My partner grabs the knife and saves the day, all while sustaining a life-threatening bleed. I’m okay, the suspect is unhurt, and my partner is being rushed to the hospital. My decision was made in a split second, but the implications of that decision will last forever.
I now dreaded getting dressed in the morning to go to the job I loved. I started making excuses to justify drinking all day. I stopped going to the gym. I began experiencing violent night terrors – the blood, the chaos, the decision: don’t shoot. Crying was no longer a by-product of sad movies; it was a reaction to life. I stayed in bed all day long, not wanting to face the harsh reality of my changed life.

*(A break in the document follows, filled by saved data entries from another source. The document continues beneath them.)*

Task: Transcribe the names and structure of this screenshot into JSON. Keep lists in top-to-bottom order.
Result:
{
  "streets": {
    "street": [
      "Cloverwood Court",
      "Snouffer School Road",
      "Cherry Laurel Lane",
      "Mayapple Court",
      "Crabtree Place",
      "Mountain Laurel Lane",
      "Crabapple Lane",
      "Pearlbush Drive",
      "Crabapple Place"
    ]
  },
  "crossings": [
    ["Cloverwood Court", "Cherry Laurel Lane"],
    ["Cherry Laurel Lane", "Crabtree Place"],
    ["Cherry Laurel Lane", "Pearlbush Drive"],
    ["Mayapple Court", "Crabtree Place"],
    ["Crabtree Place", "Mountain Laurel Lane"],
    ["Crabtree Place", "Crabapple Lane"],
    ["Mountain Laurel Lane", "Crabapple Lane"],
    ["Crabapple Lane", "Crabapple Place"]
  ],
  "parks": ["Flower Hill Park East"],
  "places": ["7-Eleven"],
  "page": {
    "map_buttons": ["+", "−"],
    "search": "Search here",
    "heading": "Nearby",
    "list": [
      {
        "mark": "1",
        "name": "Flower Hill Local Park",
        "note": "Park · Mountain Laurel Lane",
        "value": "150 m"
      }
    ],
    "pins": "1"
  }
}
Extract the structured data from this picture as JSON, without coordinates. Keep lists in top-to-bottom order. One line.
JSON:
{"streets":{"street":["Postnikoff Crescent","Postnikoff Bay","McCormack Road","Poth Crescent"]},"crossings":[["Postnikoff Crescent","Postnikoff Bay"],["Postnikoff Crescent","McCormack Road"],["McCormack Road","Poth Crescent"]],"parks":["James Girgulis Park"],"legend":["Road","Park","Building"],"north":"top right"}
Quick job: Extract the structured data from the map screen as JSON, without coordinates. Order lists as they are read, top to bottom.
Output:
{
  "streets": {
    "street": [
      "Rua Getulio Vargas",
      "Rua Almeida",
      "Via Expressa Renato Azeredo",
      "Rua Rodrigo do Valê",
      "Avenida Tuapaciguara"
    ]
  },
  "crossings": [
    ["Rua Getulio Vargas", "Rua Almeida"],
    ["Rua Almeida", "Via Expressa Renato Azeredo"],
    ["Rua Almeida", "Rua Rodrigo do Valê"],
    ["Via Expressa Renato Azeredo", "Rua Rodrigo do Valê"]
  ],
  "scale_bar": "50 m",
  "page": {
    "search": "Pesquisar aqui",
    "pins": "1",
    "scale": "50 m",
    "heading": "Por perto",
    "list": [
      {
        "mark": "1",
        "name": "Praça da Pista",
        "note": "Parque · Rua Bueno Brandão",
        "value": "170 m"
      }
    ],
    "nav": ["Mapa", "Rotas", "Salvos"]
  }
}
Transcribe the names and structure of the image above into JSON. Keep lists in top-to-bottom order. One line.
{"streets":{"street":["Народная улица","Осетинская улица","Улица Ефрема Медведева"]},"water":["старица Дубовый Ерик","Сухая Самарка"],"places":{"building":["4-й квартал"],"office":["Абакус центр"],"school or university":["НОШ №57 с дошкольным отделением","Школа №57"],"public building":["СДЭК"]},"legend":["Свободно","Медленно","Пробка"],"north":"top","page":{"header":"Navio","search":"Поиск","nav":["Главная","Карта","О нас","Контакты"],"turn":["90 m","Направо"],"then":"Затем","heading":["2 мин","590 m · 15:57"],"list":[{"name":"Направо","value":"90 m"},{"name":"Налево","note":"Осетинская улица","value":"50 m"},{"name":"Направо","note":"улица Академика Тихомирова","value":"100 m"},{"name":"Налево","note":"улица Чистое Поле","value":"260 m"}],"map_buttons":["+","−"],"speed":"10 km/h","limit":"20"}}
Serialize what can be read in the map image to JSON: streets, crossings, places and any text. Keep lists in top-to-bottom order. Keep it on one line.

“You are no longer a warrior,” I thought.
An Employee Assistance Program was next. Although not trusted by many of my associates, I put my trust in the system. The system embraced me, supported me and ultimately saved me. The counseling, therapy and medication took time, but I felt I was on my way back to being a warrior. Or was I?
Being of the mindset that I would always be working the streets, wearing the uniform and living in the dark shadow cast by urban patrol, I couldn’t help but think: what about the victims? What about the stigma that I feel; the same stigma keeping my fellow officers silent in their struggles? What about all the warriors whose ballistic vests shield their body from physical trauma, but not from emotional destruction?
Those were the questions that turned my life around. Advocacy, support and compassion became as important to my cases as Miranda warnings. I ended up leaving detective work to head human resources; I wanted to take the lead on breaking the stigma. When I turned the corner toward retirement, I felt I was leaving the job with my head held high, awards pinned to my breast and a service record to be proud of. The one thing I took with me that I wish could have been left in my locker, though, was my secret.
Then I stumbled upon Mental Health First Aid, and eventually became an Instructor for Mental Health First Aid for Public Safety. It was through this education that I realized my secret was safe, and yet it didn’t need to be any longer. For the first time in 26 years, after teaching my third Mental Health First Aid for Public Safety course, I shared my story. I cried, I shook and I apologized, over and over again. And I immediately saw the value in sharing. The 22 cops in the room rallied by my side; they stood by me, they cried with me and they shielded me from shame, stigma and misperceived weakness. Never before did I see my back-up respond so well to a 10-13: officer needs assistance.
Since that day, I weave my experience with depression and post-traumatic stress disorder into my teaching whenever appropriate. No longer do I carry the shame. I now know that I have a tool which I can use to save lives – and it is found in Mental Health First Aid. I will always carry with me a heavy dose of ALGEE. And one thing I will live with forever in my heart and soul is the understanding that someday, I will be ready to act as a warrior. Until then, I will be a guardian.
Ret. Capt. John Cooney served as the Public Information Officer of the Troy Police Department for 10 years. He currently speaks and instructs on victim-centered issues, mental health awareness and child abuse/sexual assault investigation through his certification as a Forensic Interviewer and Mental Health First Aid for Public Safety Instructor.